[Saved entries]
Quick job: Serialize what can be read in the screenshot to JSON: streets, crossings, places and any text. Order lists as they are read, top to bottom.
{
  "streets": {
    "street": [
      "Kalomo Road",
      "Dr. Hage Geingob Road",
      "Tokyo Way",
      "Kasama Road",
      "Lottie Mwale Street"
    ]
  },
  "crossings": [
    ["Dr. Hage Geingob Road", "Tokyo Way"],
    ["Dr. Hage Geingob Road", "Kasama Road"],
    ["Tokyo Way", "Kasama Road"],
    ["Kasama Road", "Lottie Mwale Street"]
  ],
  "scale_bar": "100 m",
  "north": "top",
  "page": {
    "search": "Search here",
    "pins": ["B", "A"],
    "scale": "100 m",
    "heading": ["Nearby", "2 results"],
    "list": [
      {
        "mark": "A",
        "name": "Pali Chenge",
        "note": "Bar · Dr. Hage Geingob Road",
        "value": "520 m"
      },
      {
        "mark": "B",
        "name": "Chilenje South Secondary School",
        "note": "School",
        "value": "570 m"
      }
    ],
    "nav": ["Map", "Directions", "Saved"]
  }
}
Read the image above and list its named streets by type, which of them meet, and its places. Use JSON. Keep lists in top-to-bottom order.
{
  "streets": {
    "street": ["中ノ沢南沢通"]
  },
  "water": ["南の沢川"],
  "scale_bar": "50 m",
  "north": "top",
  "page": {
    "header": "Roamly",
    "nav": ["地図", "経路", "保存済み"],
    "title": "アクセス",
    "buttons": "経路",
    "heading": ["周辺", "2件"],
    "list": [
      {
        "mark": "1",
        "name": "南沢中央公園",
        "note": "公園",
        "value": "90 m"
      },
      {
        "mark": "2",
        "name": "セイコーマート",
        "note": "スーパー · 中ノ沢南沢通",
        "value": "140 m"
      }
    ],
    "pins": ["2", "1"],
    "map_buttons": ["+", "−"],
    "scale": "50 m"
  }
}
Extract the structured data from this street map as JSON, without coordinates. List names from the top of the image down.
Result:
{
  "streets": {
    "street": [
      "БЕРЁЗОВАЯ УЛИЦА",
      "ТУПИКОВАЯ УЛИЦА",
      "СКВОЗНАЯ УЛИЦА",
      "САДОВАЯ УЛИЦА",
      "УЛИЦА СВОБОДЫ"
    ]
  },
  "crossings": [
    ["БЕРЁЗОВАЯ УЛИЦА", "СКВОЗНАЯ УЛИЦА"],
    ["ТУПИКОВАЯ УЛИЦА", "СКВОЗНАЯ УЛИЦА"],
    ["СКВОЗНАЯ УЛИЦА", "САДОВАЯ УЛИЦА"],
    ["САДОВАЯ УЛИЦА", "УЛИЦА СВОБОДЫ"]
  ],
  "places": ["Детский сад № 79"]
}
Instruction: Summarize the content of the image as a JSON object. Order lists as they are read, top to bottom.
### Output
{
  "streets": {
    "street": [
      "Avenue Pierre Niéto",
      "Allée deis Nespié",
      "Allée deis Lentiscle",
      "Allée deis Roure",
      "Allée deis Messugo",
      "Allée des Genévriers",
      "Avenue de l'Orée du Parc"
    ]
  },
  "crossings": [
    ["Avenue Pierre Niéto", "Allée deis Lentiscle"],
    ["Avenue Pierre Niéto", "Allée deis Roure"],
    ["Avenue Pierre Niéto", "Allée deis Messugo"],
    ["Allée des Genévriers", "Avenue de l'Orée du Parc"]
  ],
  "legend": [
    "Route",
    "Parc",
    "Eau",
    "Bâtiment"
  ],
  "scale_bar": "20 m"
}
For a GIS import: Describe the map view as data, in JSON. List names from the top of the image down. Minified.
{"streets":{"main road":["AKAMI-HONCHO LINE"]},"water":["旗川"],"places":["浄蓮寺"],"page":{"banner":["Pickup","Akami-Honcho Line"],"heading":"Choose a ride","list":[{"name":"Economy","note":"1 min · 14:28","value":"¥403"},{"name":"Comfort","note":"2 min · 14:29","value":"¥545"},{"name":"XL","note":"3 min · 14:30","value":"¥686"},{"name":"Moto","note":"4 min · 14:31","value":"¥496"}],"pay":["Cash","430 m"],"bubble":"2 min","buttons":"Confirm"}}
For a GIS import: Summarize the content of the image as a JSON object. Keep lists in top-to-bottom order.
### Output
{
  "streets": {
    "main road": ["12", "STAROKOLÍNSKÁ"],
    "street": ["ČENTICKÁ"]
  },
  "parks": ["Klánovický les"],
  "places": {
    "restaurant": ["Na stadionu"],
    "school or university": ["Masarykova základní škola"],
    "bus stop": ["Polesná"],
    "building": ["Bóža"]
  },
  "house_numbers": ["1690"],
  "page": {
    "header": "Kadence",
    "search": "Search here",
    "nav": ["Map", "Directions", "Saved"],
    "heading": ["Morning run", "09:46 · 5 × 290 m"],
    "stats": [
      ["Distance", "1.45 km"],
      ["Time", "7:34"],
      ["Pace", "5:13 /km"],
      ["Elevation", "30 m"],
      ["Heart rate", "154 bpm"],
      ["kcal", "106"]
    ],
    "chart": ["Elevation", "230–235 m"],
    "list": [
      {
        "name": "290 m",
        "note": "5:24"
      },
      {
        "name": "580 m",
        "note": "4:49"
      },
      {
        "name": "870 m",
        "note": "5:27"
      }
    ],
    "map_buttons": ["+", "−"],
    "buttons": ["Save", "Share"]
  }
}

== PROBLEM DESCRIPTION ==
Give back every entry exactly.

== RESPONSE ==
Quick job: Serialize what can be read in the screenshot to JSON: streets, crossings, places and any text. Order lists as they are read, top to bottom.
{
  "streets": {
    "street": [
      "Kalomo Road",
      "Dr. Hage Geingob Road",
      "Tokyo Way",
      "Kasama Road",
      "Lottie Mwale Street"
    ]
  },
  "crossings": [
    ["Dr. Hage Geingob Road", "Tokyo Way"],
    ["Dr. Hage Geingob Road", "Kasama Road"],
    ["Tokyo Way", "Kasama Road"],
    ["Kasama Road", "Lottie Mwale Street"]
  ],
  "scale_bar": "100 m",
  "north": "top",
  "page": {
    "search": "Search here",
    "pins": ["B", "A"],
    "scale": "100 m",
    "heading": ["Nearby", "2 results"],
    "list": [
      {
        "mark": "A",
        "name": "Pali Chenge",
        "note": "Bar · Dr. Hage Geingob Road",
        "value": "520 m"
      },
      {
        "mark": "B",
        "name": "Chilenje South Secondary School",
        "note": "School",
        "value": "570 m"
      }
    ],
    "nav": ["Map", "Directions", "Saved"]
  }
}
Read the image above and list its named streets by type, which of them meet, and its places. Use JSON. Keep lists in top-to-bottom order.
{
  "streets": {
    "street": ["中ノ沢南沢通"]
  },
  "water": ["南の沢川"],
  "scale_bar": "50 m",
  "north": "top",
  "page": {
    "header": "Roamly",
    "nav": ["地図", "経路", "保存済み"],
    "title": "アクセス",
    "buttons": "経路",
    "heading": ["周辺", "2件"],
    "list": [
      {
        "mark": "1",
        "name": "南沢中央公園",
        "note": "公園",
        "value": "90 m"
      },
      {
        "mark": "2",
        "name": "セイコーマート",
        "note": "スーパー · 中ノ沢南沢通",
        "value": "140 m"
      }
    ],
    "pins": ["2", "1"],
    "map_buttons": ["+", "−"],
    "scale": "50 m"
  }
}
Extract the structured data from this street map as JSON, without coordinates. List names from the top of the image down.
Result:
{
  "streets": {
    "street": [
      "БЕРЁЗОВАЯ УЛИЦА",
      "ТУПИКОВАЯ УЛИЦА",
      "СКВОЗНАЯ УЛИЦА",
      "САДОВАЯ УЛИЦА",
      "УЛИЦА СВОБОДЫ"
    ]
  },
  "crossings": [
    ["БЕРЁЗОВАЯ УЛИЦА", "СКВОЗНАЯ УЛИЦА"],
    ["ТУПИКОВАЯ УЛИЦА", "СКВОЗНАЯ УЛИЦА"],
    ["СКВОЗНАЯ УЛИЦА", "САДОВАЯ УЛИЦА"],
    ["САДОВАЯ УЛИЦА", "УЛИЦА СВОБОДЫ"]
  ],
  "places": ["Детский сад № 79"]
}
Instruction: Summarize the content of the image as a JSON object. Order lists as they are read, top to bottom.
### Output
{
  "streets": {
    "street": [
      "Avenue Pierre Niéto",
      "Allée deis Nespié",
      "Allée deis Lentiscle",
      "Allée deis Roure",
      "Allée deis Messugo",
      "Allée des Genévriers",
      "Avenue de l'Orée du Parc"
    ]
  },
  "crossings": [
    ["Avenue Pierre Niéto", "Allée deis Lentiscle"],
    ["Avenue Pierre Niéto", "Allée deis Roure"],
    ["Avenue Pierre Niéto", "Allée deis Messugo"],
    ["Allée des Genévriers", "Avenue de l'Orée du Parc"]
  ],
  "legend": [
    "Route",
    "Parc",
    "Eau",
    "Bâtiment"
  ],
  "scale_bar": "20 m"
}
For a GIS import: Describe the map view as data, in JSON. List names from the top of the image down. Minified.
{"streets":{"main road":["AKAMI-HONCHO LINE"]},"water":["旗川"],"places":["浄蓮寺"],"page":{"banner":["Pickup","Akami-Honcho Line"],"heading":"Choose a ride","list":[{"name":"Economy","note":"1 min · 14:28","value":"¥403"},{"name":"Comfort","note":"2 min · 14:29","value":"¥545"},{"name":"XL","note":"3 min · 14:30","value":"¥686"},{"name":"Moto","note":"4 min · 14:31","value":"¥496"}],"pay":["Cash","430 m"],"bubble":"2 min","buttons":"Confirm"}}
For a GIS import: Summarize the content of the image as a JSON object. Keep lists in top-to-bottom order.
### Output
{
  "streets": {
    "main road": ["12", "STAROKOLÍNSKÁ"],
    "street": ["ČENTICKÁ"]
  },
  "parks": ["Klánovický les"],
  "places": {
    "restaurant": ["Na stadionu"],
    "school or university": ["Masarykova základní škola"],
    "bus stop": ["Polesná"],
    "building": ["Bóža"]
  },
  "house_numbers": ["1690"],
  "page": {
    "header": "Kadence",
    "search": "Search here",
    "nav": ["Map", "Directions", "Saved"],
    "heading": ["Morning run", "09:46 · 5 × 290 m"],
    "stats": [
      ["Distance", "1.45 km"],
      ["Time", "7:34"],
      ["Pace", "5:13 /km"],
      ["Elevation", "30 m"],
      ["Heart rate", "154 bpm"],
      ["kcal", "106"]
    ],
    "chart": ["Elevation", "230–235 m"],
    "list": [
      {
        "name": "290 m",
        "note": "5:24"
      },
      {
        "name": "580 m",
        "note": "4:49"
      },
      {
        "name": "870 m",
        "note": "5:27"
      }
    ],
    "map_buttons": ["+", "−"],
    "buttons": ["Save", "Share"]
  }
}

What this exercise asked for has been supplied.